▶ [What to work on]
Reproduce the whole listing below without its pictures, exactly as written.

**** Data below ****

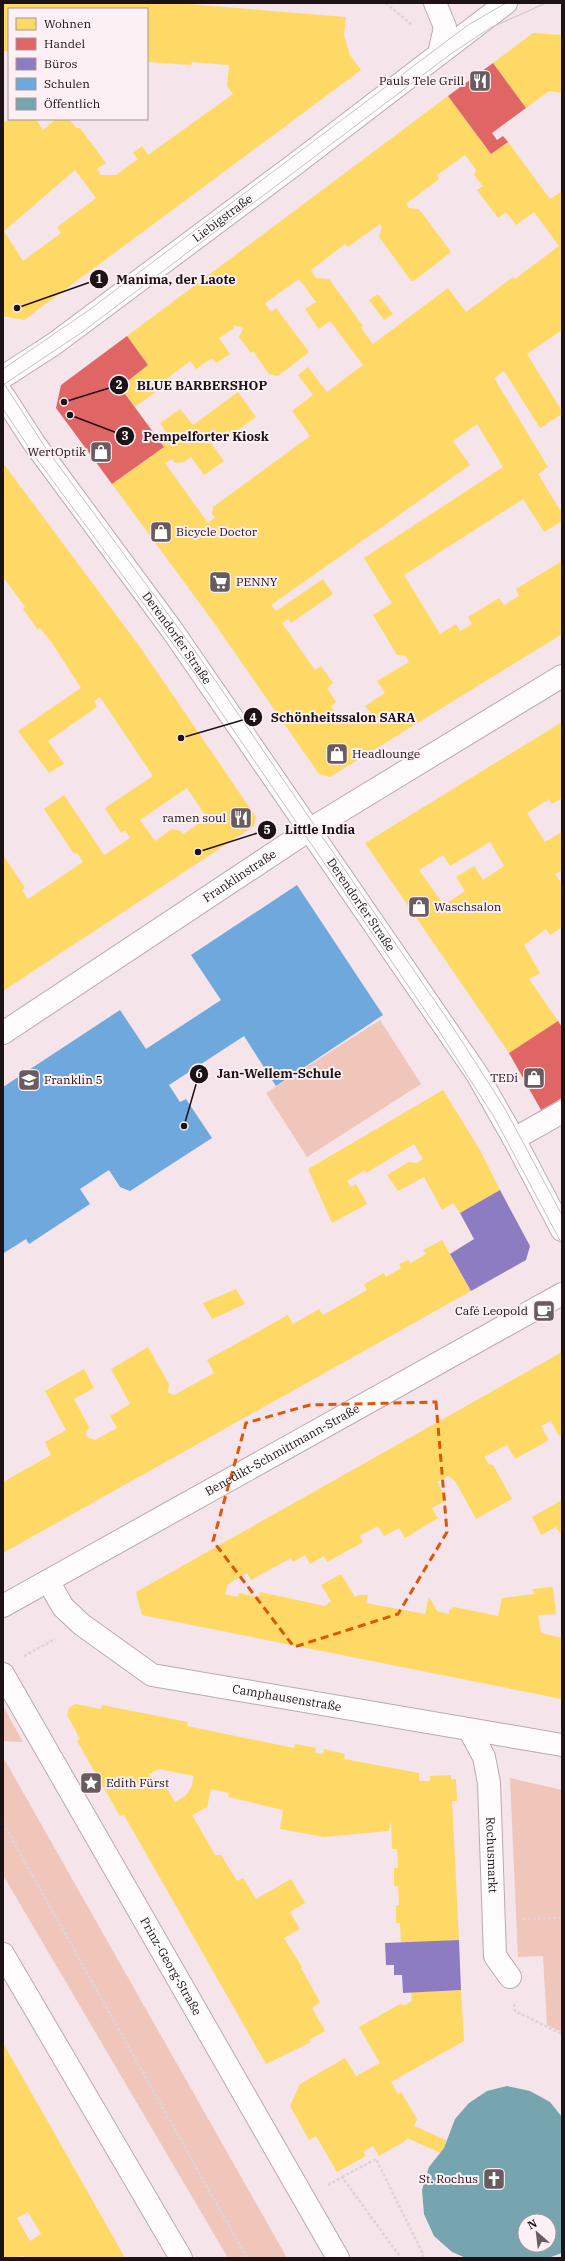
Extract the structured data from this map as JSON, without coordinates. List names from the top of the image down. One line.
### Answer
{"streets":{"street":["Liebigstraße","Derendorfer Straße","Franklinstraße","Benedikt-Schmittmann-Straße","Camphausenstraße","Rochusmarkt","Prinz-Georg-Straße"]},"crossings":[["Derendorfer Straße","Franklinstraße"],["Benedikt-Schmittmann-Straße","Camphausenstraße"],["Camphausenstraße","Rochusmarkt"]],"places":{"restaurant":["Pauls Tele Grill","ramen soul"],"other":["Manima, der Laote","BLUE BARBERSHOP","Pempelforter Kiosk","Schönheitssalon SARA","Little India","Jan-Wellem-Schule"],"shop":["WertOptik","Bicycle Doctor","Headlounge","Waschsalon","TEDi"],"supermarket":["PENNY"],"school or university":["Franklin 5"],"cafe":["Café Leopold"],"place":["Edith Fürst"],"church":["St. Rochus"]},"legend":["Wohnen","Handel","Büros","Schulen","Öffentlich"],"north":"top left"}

****

▶ [Output]
Extract the structured data from this map as JSON, without coordinates. List names from the top of the image down. One line.
### Answer
{"streets":{"street":["Liebigstraße","Derendorfer Straße","Franklinstraße","Benedikt-Schmittmann-Straße","Camphausenstraße","Rochusmarkt","Prinz-Georg-Straße"]},"crossings":[["Derendorfer Straße","Franklinstraße"],["Benedikt-Schmittmann-Straße","Camphausenstraße"],["Camphausenstraße","Rochusmarkt"]],"places":{"restaurant":["Pauls Tele Grill","ramen soul"],"other":["Manima, der Laote","BLUE BARBERSHOP","Pempelforter Kiosk","Schönheitssalon SARA","Little India","Jan-Wellem-Schule"],"shop":["WertOptik","Bicycle Doctor","Headlounge","Waschsalon","TEDi"],"supermarket":["PENNY"],"school or university":["Franklin 5"],"cafe":["Café Leopold"],"place":["Edith Fürst"],"church":["St. Rochus"]},"legend":["Wohnen","Handel","Büros","Schulen","Öffentlich"],"north":"top left"}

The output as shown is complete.